> **Task objective**: Please output each entry in the material beneath exactly as shown.

═════ Material to process

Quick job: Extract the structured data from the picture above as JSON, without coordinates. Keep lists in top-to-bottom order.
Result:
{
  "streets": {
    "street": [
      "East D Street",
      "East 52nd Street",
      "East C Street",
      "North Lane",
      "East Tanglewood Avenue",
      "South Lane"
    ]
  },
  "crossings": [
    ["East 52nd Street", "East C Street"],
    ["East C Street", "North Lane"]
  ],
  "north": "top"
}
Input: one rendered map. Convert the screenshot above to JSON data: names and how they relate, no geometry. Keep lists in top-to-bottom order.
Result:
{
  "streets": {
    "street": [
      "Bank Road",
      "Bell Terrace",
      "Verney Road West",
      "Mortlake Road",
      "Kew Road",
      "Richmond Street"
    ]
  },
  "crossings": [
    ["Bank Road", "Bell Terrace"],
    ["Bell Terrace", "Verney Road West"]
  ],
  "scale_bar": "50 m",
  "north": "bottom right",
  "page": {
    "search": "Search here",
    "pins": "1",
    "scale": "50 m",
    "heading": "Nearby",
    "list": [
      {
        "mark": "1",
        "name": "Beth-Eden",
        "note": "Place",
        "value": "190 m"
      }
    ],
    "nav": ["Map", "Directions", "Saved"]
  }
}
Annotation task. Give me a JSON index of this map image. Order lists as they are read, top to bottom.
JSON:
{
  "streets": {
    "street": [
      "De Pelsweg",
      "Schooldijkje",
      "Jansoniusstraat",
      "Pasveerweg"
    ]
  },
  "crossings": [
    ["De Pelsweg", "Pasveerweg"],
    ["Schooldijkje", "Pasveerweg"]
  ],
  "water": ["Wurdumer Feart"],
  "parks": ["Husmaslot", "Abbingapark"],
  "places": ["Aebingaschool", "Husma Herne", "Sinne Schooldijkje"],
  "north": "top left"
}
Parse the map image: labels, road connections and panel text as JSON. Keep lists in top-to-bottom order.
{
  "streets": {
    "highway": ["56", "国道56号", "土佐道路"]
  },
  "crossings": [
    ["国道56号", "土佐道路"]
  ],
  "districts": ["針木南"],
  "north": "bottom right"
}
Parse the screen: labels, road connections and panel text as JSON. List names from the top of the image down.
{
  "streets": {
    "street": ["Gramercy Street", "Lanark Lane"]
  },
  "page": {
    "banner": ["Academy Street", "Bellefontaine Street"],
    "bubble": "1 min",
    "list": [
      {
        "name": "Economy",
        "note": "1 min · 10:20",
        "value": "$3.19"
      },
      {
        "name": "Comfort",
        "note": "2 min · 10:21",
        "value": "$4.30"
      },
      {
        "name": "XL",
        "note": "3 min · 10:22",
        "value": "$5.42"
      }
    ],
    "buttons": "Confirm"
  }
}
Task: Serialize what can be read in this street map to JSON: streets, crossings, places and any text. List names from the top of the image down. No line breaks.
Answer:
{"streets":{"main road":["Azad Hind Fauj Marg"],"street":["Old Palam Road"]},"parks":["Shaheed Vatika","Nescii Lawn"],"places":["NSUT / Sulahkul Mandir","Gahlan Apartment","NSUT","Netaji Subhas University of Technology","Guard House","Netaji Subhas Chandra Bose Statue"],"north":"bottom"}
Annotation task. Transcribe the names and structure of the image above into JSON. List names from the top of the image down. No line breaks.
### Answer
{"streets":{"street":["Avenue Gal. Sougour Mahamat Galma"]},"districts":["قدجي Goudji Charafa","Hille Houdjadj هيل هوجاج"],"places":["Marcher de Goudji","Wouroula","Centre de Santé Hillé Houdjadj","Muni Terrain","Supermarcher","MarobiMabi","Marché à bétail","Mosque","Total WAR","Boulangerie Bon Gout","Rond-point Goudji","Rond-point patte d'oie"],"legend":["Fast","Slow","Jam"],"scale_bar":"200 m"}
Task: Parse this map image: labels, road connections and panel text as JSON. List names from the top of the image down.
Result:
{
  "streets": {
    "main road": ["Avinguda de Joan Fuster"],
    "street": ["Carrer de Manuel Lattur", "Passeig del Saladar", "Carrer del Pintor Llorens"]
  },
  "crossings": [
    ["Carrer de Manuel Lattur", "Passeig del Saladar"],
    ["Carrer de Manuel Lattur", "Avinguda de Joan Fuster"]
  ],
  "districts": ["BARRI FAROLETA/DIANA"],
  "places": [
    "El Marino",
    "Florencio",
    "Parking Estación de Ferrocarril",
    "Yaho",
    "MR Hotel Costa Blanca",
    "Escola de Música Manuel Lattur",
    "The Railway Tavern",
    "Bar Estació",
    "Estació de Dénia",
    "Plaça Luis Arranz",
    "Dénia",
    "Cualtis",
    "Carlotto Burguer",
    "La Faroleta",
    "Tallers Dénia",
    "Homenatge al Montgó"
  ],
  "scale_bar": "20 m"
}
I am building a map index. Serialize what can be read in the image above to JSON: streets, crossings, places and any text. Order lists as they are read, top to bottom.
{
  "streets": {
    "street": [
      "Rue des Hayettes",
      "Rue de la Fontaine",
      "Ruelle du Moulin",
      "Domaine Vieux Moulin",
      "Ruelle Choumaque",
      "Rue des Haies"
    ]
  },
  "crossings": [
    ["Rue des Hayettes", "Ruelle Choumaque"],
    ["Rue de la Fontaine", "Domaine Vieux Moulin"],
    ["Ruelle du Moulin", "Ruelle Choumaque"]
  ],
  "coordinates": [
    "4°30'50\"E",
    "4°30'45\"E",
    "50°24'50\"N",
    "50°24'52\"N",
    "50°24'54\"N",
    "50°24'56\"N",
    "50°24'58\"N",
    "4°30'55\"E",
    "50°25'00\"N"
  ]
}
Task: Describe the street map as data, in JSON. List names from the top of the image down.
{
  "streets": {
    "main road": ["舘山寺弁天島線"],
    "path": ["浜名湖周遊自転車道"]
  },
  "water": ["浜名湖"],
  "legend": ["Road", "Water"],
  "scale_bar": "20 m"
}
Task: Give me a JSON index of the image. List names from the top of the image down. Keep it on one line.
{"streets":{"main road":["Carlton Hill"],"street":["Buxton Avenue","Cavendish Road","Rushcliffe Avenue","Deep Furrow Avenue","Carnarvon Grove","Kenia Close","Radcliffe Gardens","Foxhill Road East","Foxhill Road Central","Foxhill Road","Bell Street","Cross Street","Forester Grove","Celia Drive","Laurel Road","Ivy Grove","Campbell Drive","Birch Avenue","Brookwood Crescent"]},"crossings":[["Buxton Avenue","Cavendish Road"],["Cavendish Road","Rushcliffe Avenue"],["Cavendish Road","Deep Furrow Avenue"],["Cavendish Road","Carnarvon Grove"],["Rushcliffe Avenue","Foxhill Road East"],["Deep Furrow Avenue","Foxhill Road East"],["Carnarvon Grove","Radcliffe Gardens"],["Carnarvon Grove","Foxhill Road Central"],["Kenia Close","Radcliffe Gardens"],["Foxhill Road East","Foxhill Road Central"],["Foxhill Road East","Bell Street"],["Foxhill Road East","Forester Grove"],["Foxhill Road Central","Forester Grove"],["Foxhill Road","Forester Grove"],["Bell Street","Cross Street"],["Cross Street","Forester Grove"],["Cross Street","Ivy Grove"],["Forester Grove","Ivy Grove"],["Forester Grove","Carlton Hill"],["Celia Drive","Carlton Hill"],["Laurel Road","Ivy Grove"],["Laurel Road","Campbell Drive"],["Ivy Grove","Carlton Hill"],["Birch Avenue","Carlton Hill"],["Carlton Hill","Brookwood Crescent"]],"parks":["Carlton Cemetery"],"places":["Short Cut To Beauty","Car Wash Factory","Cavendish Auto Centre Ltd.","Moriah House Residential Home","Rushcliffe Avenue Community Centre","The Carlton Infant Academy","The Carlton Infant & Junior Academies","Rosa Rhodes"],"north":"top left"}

══════════

> **Answer to this exercise**:
Quick job: Extract the structured data from the picture above as JSON, without coordinates. Keep lists in top-to-bottom order.
Result:
{
  "streets": {
    "street": [
      "East D Street",
      "East 52nd Street",
      "East C Street",
      "North Lane",
      "East Tanglewood Avenue",
      "South Lane"
    ]
  },
  "crossings": [
    ["East 52nd Street", "East C Street"],
    ["East C Street", "North Lane"]
  ],
  "north": "top"
}
Input: one rendered map. Convert the screenshot above to JSON data: names and how they relate, no geometry. Keep lists in top-to-bottom order.
Result:
{
  "streets": {
    "street": [
      "Bank Road",
      "Bell Terrace",
      "Verney Road West",
      "Mortlake Road",
      "Kew Road",
      "Richmond Street"
    ]
  },
  "crossings": [
    ["Bank Road", "Bell Terrace"],
    ["Bell Terrace", "Verney Road West"]
  ],
  "scale_bar": "50 m",
  "north": "bottom right",
  "page": {
    "search": "Search here",
    "pins": "1",
    "scale": "50 m",
    "heading": "Nearby",
    "list": [
      {
        "mark": "1",
        "name": "Beth-Eden",
        "note": "Place",
        "value": "190 m"
      }
    ],
    "nav": ["Map", "Directions", "Saved"]
  }
}
Annotation task. Give me a JSON index of this map image. Order lists as they are read, top to bottom.
JSON:
{
  "streets": {
    "street": [
      "De Pelsweg",
      "Schooldijkje",
      "Jansoniusstraat",
      "Pasveerweg"
    ]
  },
  "crossings": [
    ["De Pelsweg", "Pasveerweg"],
    ["Schooldijkje", "Pasveerweg"]
  ],
  "water": ["Wurdumer Feart"],
  "parks": ["Husmaslot", "Abbingapark"],
  "places": ["Aebingaschool", "Husma Herne", "Sinne Schooldijkje"],
  "north": "top left"
}
Parse the map image: labels, road connections and panel text as JSON. Keep lists in top-to-bottom order.
{
  "streets": {
    "highway": ["56", "国道56号", "土佐道路"]
  },
  "crossings": [
    ["国道56号", "土佐道路"]
  ],
  "districts": ["針木南"],
  "north": "bottom right"
}
Parse the screen: labels, road connections and panel text as JSON. List names from the top of the image down.
{
  "streets": {
    "street": ["Gramercy Street", "Lanark Lane"]
  },
  "page": {
    "banner": ["Academy Street", "Bellefontaine Street"],
    "bubble": "1 min",
    "list": [
      {
        "name": "Economy",
        "note": "1 min · 10:20",
        "value": "$3.19"
      },
      {
        "name": "Comfort",
        "note": "2 min · 10:21",
        "value": "$4.30"
      },
      {
        "name": "XL",
        "note": "3 min · 10:22",
        "value": "$5.42"
      }
    ],
    "buttons": "Confirm"
  }
}
Task: Serialize what can be read in this street map to JSON: streets, crossings, places and any text. List names from the top of the image down. No line breaks.
Answer:
{"streets":{"main road":["Azad Hind Fauj Marg"],"street":["Old Palam Road"]},"parks":["Shaheed Vatika","Nescii Lawn"],"places":["NSUT / Sulahkul Mandir","Gahlan Apartment","NSUT","Netaji Subhas University of Technology","Guard House","Netaji Subhas Chandra Bose Statue"],"north":"bottom"}
Annotation task. Transcribe the names and structure of the image above into JSON. List names from the top of the image down. No line breaks.
### Answer
{"streets":{"street":["Avenue Gal. Sougour Mahamat Galma"]},"districts":["قدجي Goudji Charafa","Hille Houdjadj هيل هوجاج"],"places":["Marcher de Goudji","Wouroula","Centre de Santé Hillé Houdjadj","Muni Terrain","Supermarcher","MarobiMabi","Marché à bétail","Mosque","Total WAR","Boulangerie Bon Gout","Rond-point Goudji","Rond-point patte d'oie"],"legend":["Fast","Slow","Jam"],"scale_bar":"200 m"}
Task: Parse this map image: labels, road connections and panel text as JSON. List names from the top of the image down.
Result:
{
  "streets": {
    "main road": ["Avinguda de Joan Fuster"],
    "street": ["Carrer de Manuel Lattur", "Passeig del Saladar", "Carrer del Pintor Llorens"]
  },
  "crossings": [
    ["Carrer de Manuel Lattur", "Passeig del Saladar"],
    ["Carrer de Manuel Lattur", "Avinguda de Joan Fuster"]
  ],
  "districts": ["BARRI FAROLETA/DIANA"],
  "places": [
    "El Marino",
    "Florencio",
    "Parking Estación de Ferrocarril",
    "Yaho",
    "MR Hotel Costa Blanca",
    "Escola de Música Manuel Lattur",
    "The Railway Tavern",
    "Bar Estació",
    "Estació de Dénia",
    "Plaça Luis Arranz",
    "Dénia",
    "Cualtis",
    "Carlotto Burguer",
    "La Faroleta",
    "Tallers Dénia",
    "Homenatge al Montgó"
  ],
  "scale_bar": "20 m"
}
I am building a map index. Serialize what can be read in the image above to JSON: streets, crossings, places and any text. Order lists as they are read, top to bottom.
{
  "streets": {
    "street": [
      "Rue des Hayettes",
      "Rue de la Fontaine",
      "Ruelle du Moulin",
      "Domaine Vieux Moulin",
      "Ruelle Choumaque",
      "Rue des Haies"
    ]
  },
  "crossings": [
    ["Rue des Hayettes", "Ruelle Choumaque"],
    ["Rue de la Fontaine", "Domaine Vieux Moulin"],
    ["Ruelle du Moulin", "Ruelle Choumaque"]
  ],
  "coordinates": [
    "4°30'50\"E",
    "4°30'45\"E",
    "50°24'50\"N",
    "50°24'52\"N",
    "50°24'54\"N",
    "50°24'56\"N",
    "50°24'58\"N",
    "4°30'55\"E",
    "50°25'00\"N"
  ]
}
Task: Describe the street map as data, in JSON. List names from the top of the image down.
{
  "streets": {
    "main road": ["舘山寺弁天島線"],
    "path": ["浜名湖周遊自転車道"]
  },
  "water": ["浜名湖"],
  "legend": ["Road", "Water"],
  "scale_bar": "20 m"
}
Task: Give me a JSON index of the image. List names from the top of the image down. Keep it on one line.
{"streets":{"main road":["Carlton Hill"],"street":["Buxton Avenue","Cavendish Road","Rushcliffe Avenue","Deep Furrow Avenue","Carnarvon Grove","Kenia Close","Radcliffe Gardens","Foxhill Road East","Foxhill Road Central","Foxhill Road","Bell Street","Cross Street","Forester Grove","Celia Drive","Laurel Road","Ivy Grove","Campbell Drive","Birch Avenue","Brookwood Crescent"]},"crossings":[["Buxton Avenue","Cavendish Road"],["Cavendish Road","Rushcliffe Avenue"],["Cavendish Road","Deep Furrow Avenue"],["Cavendish Road","Carnarvon Grove"],["Rushcliffe Avenue","Foxhill Road East"],["Deep Furrow Avenue","Foxhill Road East"],["Carnarvon Grove","Radcliffe Gardens"],["Carnarvon Grove","Foxhill Road Central"],["Kenia Close","Radcliffe Gardens"],["Foxhill Road East","Foxhill Road Central"],["Foxhill Road East","Bell Street"],["Foxhill Road East","Forester Grove"],["Foxhill Road Central","Forester Grove"],["Foxhill Road","Forester Grove"],["Bell Street","Cross Street"],["Cross Street","Forester Grove"],["Cross Street","Ivy Grove"],["Forester Grove","Ivy Grove"],["Forester Grove","Carlton Hill"],["Celia Drive","Carlton Hill"],["Laurel Road","Ivy Grove"],["Laurel Road","Campbell Drive"],["Ivy Grove","Carlton Hill"],["Birch Avenue","Carlton Hill"],["Carlton Hill","Brookwood Crescent"]],"parks":["Carlton Cemetery"],"places":["Short Cut To Beauty","Car Wash Factory","Cavendish Auto Centre Ltd.","Moriah House Residential Home","Rushcliffe Avenue Community Centre","The Carlton Infant Academy","The Carlton Infant & Junior Academies","Rosa Rhodes"],"north":"top left"}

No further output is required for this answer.